Only lines holding the word "text" are wanted from the records; copy all of them.

------ DATA IN THIS EXERCISE ------

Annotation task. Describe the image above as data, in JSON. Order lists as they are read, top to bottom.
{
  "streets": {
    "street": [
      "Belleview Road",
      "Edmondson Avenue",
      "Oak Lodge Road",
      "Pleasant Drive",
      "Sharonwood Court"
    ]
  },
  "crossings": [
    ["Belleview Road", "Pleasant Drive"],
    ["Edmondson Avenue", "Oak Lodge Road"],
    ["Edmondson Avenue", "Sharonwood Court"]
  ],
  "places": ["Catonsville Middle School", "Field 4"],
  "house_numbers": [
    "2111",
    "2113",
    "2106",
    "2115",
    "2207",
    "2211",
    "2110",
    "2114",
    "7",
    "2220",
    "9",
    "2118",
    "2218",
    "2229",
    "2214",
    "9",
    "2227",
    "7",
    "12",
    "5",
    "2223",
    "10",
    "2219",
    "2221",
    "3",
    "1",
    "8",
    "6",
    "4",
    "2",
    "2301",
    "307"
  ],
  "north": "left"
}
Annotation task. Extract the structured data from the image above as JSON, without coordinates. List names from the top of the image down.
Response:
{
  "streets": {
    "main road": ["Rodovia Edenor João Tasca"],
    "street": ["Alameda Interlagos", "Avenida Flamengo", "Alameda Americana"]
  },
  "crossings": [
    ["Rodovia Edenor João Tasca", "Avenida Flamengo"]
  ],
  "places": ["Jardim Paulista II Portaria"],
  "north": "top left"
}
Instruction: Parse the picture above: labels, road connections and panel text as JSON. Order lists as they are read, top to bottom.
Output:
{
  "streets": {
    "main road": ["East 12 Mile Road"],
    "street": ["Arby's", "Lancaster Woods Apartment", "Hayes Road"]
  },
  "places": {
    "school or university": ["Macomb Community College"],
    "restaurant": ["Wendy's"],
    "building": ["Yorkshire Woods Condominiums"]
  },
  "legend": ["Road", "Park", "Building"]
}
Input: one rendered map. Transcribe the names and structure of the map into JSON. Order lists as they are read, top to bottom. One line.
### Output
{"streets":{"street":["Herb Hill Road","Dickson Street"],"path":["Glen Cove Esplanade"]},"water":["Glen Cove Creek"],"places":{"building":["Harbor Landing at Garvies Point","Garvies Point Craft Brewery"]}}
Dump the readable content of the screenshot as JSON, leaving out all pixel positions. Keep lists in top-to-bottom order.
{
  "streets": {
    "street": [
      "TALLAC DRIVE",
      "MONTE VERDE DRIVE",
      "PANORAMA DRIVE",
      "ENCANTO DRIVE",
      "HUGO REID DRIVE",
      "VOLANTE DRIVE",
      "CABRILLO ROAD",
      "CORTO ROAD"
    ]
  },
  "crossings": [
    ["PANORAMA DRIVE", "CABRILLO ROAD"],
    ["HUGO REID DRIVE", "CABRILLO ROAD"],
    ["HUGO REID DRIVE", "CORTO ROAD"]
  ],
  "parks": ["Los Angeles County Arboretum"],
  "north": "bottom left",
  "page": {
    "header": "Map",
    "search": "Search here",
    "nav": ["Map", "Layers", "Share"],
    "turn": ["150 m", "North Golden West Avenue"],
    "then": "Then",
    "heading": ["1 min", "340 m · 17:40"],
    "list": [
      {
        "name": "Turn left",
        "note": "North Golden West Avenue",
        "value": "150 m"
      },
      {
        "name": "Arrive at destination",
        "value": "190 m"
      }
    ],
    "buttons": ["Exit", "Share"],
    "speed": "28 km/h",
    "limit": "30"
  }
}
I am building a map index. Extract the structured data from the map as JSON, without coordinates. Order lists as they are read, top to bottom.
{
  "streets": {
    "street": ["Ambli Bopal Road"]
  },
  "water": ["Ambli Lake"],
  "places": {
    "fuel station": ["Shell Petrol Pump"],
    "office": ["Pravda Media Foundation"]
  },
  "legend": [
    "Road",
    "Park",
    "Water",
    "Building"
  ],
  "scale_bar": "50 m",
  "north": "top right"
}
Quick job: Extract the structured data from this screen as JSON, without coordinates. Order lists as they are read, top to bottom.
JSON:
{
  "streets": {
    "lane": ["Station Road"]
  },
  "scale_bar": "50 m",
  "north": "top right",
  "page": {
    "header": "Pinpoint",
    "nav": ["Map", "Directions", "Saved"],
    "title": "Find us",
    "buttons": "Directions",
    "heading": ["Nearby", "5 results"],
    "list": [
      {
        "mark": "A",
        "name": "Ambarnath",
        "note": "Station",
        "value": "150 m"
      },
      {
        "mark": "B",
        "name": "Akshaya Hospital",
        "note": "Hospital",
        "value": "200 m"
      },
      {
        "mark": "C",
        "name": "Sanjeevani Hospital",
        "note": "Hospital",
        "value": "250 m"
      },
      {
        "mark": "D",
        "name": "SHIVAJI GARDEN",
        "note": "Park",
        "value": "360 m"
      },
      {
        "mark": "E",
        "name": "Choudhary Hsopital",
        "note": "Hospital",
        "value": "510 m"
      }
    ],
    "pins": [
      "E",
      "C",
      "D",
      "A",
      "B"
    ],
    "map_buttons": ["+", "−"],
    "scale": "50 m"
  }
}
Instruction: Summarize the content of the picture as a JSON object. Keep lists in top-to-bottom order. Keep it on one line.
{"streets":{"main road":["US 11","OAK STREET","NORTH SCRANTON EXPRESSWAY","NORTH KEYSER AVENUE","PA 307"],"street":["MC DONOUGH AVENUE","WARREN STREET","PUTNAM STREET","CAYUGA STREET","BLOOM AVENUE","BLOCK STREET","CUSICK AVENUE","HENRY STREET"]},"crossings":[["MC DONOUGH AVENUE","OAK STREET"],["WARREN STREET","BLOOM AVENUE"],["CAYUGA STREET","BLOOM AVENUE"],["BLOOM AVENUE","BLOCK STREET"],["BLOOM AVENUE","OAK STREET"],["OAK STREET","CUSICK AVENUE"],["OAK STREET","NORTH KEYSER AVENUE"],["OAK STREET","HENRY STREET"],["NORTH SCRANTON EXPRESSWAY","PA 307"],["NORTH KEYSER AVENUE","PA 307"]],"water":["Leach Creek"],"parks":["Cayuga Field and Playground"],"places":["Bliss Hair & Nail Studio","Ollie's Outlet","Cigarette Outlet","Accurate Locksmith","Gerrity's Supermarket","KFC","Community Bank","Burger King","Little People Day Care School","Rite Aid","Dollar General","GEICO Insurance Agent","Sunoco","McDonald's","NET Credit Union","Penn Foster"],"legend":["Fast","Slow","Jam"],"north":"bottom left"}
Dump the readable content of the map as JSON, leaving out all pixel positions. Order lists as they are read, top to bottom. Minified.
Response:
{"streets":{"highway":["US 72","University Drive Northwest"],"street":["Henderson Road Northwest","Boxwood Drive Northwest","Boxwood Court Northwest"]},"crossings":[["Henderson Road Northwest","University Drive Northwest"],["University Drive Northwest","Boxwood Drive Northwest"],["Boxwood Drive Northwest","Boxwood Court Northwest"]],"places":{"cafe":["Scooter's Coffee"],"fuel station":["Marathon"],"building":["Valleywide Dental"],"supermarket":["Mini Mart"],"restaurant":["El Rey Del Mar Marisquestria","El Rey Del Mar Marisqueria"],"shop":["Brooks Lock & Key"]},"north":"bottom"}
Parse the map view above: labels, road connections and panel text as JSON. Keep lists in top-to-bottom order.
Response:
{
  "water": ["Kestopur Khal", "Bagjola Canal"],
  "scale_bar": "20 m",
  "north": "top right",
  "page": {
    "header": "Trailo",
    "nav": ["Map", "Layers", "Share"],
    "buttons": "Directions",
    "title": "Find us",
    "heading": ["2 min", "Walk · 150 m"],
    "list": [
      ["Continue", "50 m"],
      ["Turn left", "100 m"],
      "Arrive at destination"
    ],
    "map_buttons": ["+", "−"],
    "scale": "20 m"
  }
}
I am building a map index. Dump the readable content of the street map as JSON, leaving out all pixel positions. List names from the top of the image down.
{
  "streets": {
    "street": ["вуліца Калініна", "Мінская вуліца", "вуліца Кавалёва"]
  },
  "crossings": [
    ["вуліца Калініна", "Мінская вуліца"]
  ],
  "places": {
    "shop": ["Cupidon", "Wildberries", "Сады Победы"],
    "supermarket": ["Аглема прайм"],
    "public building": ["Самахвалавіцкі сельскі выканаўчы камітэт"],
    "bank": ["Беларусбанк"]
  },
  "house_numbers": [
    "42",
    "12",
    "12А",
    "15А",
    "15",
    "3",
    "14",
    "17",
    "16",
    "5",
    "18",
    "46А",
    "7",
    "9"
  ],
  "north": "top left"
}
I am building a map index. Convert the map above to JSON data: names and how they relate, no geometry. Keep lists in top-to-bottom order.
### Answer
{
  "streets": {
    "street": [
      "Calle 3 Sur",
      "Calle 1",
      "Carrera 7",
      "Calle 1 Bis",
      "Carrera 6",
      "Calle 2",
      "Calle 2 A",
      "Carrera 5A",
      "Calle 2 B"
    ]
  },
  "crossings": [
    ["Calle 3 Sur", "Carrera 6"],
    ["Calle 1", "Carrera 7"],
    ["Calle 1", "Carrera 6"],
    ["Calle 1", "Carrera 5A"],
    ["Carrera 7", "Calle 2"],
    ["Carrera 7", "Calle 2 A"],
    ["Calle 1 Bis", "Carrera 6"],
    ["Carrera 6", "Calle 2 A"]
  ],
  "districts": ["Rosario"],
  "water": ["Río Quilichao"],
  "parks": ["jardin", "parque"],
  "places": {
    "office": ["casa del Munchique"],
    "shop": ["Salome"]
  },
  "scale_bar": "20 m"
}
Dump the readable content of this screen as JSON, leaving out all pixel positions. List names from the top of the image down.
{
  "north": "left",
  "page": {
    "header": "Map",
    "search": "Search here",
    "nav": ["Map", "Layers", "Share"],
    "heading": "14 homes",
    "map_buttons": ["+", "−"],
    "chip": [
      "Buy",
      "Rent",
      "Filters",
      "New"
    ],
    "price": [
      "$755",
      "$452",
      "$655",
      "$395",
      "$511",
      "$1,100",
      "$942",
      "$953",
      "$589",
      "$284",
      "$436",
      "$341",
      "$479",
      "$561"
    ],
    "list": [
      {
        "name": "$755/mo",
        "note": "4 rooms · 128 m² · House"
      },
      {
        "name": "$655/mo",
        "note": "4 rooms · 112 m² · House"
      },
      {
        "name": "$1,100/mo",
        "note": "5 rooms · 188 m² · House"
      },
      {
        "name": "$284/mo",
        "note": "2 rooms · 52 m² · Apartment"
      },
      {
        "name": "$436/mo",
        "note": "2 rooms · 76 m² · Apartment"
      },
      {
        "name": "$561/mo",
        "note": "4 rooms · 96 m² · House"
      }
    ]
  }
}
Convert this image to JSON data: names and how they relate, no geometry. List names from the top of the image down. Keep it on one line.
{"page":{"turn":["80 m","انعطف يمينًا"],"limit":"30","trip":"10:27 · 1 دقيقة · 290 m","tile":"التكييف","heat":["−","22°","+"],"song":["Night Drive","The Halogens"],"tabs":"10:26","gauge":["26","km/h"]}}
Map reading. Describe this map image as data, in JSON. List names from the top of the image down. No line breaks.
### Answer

------

- _WORKED SOLUTION_
Instruction: Parse the picture above: labels, road connections and panel text as JSON. Order lists as they are read, top to bottom.
Parse the map view above: labels, road connections and panel text as JSON. Keep lists in top-to-bottom order.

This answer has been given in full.